§ **What to produce**
From the records below, set down exactly the lines starting with the line that contains "Read the image" and going on through the line that contains "Annotation task. Summarize". Nothing else is wanted.
+---+
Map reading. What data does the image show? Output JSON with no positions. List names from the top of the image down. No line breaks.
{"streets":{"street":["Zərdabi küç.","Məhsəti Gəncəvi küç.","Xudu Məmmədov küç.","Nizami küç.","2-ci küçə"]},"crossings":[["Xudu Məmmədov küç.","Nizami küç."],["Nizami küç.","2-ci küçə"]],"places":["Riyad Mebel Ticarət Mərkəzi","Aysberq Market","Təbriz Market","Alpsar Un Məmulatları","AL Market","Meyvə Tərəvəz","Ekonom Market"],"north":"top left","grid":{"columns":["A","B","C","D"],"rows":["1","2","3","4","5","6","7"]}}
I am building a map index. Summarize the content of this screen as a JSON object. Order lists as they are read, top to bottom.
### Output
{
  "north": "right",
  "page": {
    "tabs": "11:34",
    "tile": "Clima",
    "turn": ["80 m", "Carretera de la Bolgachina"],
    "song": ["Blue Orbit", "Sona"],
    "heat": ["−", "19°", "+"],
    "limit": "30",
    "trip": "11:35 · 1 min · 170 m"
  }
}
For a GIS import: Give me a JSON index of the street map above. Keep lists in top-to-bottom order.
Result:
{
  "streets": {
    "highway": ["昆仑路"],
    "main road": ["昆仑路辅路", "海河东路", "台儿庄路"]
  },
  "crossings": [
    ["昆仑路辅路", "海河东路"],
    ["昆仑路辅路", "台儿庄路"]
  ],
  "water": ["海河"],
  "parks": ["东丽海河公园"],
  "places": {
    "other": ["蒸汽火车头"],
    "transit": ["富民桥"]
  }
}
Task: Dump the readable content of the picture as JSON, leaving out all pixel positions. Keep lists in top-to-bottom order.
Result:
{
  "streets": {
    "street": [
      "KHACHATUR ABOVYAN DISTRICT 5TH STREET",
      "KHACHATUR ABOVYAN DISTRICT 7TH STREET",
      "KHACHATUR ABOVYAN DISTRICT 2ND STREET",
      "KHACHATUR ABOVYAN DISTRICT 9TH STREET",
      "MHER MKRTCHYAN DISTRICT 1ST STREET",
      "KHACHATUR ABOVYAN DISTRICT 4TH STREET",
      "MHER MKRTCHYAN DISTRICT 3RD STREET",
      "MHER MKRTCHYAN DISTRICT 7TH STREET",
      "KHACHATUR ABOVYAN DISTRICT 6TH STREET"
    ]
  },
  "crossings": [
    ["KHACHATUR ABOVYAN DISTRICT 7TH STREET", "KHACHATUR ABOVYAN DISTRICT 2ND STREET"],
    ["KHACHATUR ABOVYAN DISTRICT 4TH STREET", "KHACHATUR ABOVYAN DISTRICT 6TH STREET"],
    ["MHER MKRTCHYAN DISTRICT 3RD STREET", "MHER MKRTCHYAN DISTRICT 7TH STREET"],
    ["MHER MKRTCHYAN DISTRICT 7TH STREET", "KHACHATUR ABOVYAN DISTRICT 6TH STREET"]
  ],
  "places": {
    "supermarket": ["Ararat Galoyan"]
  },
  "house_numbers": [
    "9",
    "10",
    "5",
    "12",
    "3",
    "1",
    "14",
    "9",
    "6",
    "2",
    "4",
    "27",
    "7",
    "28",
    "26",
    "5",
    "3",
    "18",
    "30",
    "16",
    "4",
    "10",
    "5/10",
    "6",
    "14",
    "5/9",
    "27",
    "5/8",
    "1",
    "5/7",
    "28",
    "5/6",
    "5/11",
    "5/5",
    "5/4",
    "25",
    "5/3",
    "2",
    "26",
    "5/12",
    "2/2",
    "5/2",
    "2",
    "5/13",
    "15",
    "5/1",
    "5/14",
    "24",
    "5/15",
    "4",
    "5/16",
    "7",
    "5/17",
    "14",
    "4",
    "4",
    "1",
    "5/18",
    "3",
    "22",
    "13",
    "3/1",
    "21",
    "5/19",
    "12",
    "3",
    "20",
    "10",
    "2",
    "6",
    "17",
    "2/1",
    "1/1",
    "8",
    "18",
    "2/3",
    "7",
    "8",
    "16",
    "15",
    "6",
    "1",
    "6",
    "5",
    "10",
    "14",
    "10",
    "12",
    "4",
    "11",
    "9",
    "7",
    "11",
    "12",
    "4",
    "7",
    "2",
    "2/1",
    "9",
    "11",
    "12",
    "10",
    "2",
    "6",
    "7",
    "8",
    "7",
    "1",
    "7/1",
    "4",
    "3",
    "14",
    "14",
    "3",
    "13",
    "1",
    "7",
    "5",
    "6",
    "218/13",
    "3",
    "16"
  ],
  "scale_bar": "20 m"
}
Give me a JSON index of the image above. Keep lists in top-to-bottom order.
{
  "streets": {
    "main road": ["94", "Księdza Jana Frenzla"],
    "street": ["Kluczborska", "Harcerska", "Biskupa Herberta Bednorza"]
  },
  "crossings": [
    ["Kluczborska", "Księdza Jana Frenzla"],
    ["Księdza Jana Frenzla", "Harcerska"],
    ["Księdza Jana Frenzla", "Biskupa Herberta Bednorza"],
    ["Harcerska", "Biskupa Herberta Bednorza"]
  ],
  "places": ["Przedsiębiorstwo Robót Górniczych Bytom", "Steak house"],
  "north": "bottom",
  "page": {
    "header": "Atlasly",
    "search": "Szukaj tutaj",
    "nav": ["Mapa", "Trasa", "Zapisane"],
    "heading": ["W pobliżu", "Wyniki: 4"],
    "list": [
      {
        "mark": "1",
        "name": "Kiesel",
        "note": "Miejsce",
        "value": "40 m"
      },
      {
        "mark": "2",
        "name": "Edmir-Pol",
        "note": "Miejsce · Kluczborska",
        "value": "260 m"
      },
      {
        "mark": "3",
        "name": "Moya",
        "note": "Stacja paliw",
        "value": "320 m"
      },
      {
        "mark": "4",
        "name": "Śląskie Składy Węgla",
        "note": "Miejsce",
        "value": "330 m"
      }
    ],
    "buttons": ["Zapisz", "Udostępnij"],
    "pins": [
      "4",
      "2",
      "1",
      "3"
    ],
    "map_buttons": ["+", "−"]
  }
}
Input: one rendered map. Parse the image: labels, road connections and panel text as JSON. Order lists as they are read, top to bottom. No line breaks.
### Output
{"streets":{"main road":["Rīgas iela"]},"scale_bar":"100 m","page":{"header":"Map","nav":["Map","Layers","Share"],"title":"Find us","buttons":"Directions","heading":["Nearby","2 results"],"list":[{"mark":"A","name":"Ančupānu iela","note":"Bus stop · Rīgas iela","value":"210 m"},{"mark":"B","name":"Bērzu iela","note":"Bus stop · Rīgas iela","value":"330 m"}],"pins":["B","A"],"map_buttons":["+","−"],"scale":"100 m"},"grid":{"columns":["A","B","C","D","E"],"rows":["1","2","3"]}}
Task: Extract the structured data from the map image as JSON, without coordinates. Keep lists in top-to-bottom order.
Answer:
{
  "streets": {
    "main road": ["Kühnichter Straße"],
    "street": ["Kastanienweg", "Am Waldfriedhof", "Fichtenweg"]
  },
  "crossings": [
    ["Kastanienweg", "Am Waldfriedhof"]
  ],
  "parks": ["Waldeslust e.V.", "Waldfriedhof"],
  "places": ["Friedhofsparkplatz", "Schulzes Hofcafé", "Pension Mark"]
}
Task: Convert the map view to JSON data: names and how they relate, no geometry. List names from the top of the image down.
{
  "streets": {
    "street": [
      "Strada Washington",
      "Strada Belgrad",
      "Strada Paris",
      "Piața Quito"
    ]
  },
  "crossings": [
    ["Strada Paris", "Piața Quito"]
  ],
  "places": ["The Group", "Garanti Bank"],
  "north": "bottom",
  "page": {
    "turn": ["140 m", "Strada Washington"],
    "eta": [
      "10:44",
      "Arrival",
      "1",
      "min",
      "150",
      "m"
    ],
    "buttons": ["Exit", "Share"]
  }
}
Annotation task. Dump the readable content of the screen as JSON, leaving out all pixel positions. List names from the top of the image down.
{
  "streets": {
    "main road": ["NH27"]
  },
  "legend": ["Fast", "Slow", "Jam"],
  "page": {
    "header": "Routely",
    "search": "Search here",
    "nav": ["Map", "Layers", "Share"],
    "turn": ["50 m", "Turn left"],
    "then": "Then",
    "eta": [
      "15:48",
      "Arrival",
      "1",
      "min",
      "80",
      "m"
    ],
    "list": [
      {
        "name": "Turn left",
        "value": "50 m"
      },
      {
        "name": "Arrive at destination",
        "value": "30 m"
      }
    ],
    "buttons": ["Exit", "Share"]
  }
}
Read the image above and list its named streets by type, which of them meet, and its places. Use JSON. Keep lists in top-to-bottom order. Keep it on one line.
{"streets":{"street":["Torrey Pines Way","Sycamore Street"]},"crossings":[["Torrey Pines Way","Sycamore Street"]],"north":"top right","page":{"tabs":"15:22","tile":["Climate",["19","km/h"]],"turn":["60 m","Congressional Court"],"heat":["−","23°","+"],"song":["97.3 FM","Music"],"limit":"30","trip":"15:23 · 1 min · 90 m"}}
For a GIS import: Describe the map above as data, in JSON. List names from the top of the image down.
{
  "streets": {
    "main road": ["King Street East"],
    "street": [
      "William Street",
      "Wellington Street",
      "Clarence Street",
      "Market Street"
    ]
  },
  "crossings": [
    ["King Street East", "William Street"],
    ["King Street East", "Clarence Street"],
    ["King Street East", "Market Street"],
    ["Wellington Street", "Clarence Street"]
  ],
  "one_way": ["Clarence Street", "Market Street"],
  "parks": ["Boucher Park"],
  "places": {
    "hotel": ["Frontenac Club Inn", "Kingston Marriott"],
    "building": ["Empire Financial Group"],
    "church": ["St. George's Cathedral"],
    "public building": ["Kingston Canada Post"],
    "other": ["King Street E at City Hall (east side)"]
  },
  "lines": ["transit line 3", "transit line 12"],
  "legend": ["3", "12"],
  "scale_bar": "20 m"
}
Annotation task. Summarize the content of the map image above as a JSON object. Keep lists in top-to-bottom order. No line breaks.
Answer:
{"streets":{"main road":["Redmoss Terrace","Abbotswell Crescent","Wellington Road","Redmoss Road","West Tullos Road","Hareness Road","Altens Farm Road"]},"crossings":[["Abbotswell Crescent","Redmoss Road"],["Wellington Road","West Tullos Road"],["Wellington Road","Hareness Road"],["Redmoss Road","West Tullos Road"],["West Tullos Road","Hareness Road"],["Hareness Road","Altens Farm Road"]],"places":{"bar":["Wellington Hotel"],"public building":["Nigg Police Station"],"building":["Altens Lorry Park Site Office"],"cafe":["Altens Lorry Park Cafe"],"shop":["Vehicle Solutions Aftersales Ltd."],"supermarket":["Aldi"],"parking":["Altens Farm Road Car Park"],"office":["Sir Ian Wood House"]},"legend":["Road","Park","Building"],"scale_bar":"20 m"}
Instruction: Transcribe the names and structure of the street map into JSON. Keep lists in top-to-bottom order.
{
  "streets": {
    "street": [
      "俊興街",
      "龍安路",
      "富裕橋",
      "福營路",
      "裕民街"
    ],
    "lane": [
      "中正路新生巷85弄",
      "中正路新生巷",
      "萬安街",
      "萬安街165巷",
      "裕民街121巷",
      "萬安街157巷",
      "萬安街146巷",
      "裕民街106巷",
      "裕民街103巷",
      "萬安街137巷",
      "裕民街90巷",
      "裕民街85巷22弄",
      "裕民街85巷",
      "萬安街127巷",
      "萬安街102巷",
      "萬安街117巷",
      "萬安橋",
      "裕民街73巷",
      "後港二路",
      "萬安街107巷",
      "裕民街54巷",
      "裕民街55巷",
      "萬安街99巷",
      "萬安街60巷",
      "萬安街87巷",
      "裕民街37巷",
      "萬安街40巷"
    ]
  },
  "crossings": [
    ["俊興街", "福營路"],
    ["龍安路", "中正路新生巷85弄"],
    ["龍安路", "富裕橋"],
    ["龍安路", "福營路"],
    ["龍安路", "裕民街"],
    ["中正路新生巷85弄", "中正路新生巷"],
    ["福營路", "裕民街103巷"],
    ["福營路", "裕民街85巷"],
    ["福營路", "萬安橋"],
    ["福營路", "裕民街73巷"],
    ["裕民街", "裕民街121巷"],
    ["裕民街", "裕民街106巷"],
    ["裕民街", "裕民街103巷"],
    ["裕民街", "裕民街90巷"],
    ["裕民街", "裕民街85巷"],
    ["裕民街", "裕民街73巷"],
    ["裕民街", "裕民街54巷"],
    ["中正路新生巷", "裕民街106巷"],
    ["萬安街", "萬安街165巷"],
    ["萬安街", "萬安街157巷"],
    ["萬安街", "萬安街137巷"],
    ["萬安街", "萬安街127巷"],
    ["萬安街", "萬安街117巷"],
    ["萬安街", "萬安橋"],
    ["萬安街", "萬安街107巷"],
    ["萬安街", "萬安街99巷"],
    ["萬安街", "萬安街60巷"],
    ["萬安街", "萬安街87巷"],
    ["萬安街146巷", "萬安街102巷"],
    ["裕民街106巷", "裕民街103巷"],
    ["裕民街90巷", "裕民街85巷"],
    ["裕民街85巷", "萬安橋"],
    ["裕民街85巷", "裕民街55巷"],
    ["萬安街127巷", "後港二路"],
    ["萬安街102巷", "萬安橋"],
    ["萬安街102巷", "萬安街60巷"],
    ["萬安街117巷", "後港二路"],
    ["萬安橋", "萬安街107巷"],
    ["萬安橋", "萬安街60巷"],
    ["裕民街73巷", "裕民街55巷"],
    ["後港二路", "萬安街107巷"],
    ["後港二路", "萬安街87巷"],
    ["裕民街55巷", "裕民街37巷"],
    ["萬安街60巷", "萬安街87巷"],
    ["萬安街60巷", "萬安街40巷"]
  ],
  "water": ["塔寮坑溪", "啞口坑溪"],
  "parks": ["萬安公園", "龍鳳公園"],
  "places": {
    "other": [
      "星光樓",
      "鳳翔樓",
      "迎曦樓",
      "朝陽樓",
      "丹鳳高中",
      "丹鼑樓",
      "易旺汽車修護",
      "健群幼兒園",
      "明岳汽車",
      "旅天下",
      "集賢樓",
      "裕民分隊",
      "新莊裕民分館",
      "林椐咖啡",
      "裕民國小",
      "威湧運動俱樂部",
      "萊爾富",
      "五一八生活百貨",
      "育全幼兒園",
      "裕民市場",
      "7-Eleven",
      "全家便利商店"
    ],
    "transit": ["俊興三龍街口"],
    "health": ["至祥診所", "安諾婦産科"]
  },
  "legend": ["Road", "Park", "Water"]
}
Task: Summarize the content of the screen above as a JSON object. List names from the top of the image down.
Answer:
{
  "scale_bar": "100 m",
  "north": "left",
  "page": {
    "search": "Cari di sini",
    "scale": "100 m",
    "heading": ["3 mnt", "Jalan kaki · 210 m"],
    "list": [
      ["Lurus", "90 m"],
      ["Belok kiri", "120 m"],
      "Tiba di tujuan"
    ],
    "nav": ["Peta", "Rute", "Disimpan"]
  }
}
+---+
§ **Response for this exercise**
Read the image above and list its named streets by type, which of them meet, and its places. Use JSON. Keep lists in top-to-bottom order. Keep it on one line.
{"streets":{"street":["Torrey Pines Way","Sycamore Street"]},"crossings":[["Torrey Pines Way","Sycamore Street"]],"north":"top right","page":{"tabs":"15:22","tile":["Climate",["19","km/h"]],"turn":["60 m","Congressional Court"],"heat":["−","23°","+"],"song":["97.3 FM","Music"],"limit":"30","trip":"15:23 · 1 min · 90 m"}}
For a GIS import: Describe the map above as data, in JSON. List names from the top of the image down.
{
  "streets": {
    "main road": ["King Street East"],
    "street": [
      "William Street",
      "Wellington Street",
      "Clarence Street",
      "Market Street"
    ]
  },
  "crossings": [
    ["King Street East", "William Street"],
    ["King Street East", "Clarence Street"],
    ["King Street East", "Market Street"],
    ["Wellington Street", "Clarence Street"]
  ],
  "one_way": ["Clarence Street", "Market Street"],
  "parks": ["Boucher Park"],
  "places": {
    "hotel": ["Frontenac Club Inn", "Kingston Marriott"],
    "building": ["Empire Financial Group"],
    "church": ["St. George's Cathedral"],
    "public building": ["Kingston Canada Post"],
    "other": ["King Street E at City Hall (east side)"]
  },
  "lines": ["transit line 3", "transit line 12"],
  "legend": ["3", "12"],
  "scale_bar": "20 m"
}
Annotation task. Summarize the content of the map image above as a JSON object. Keep lists in top-to-bottom order. No line breaks.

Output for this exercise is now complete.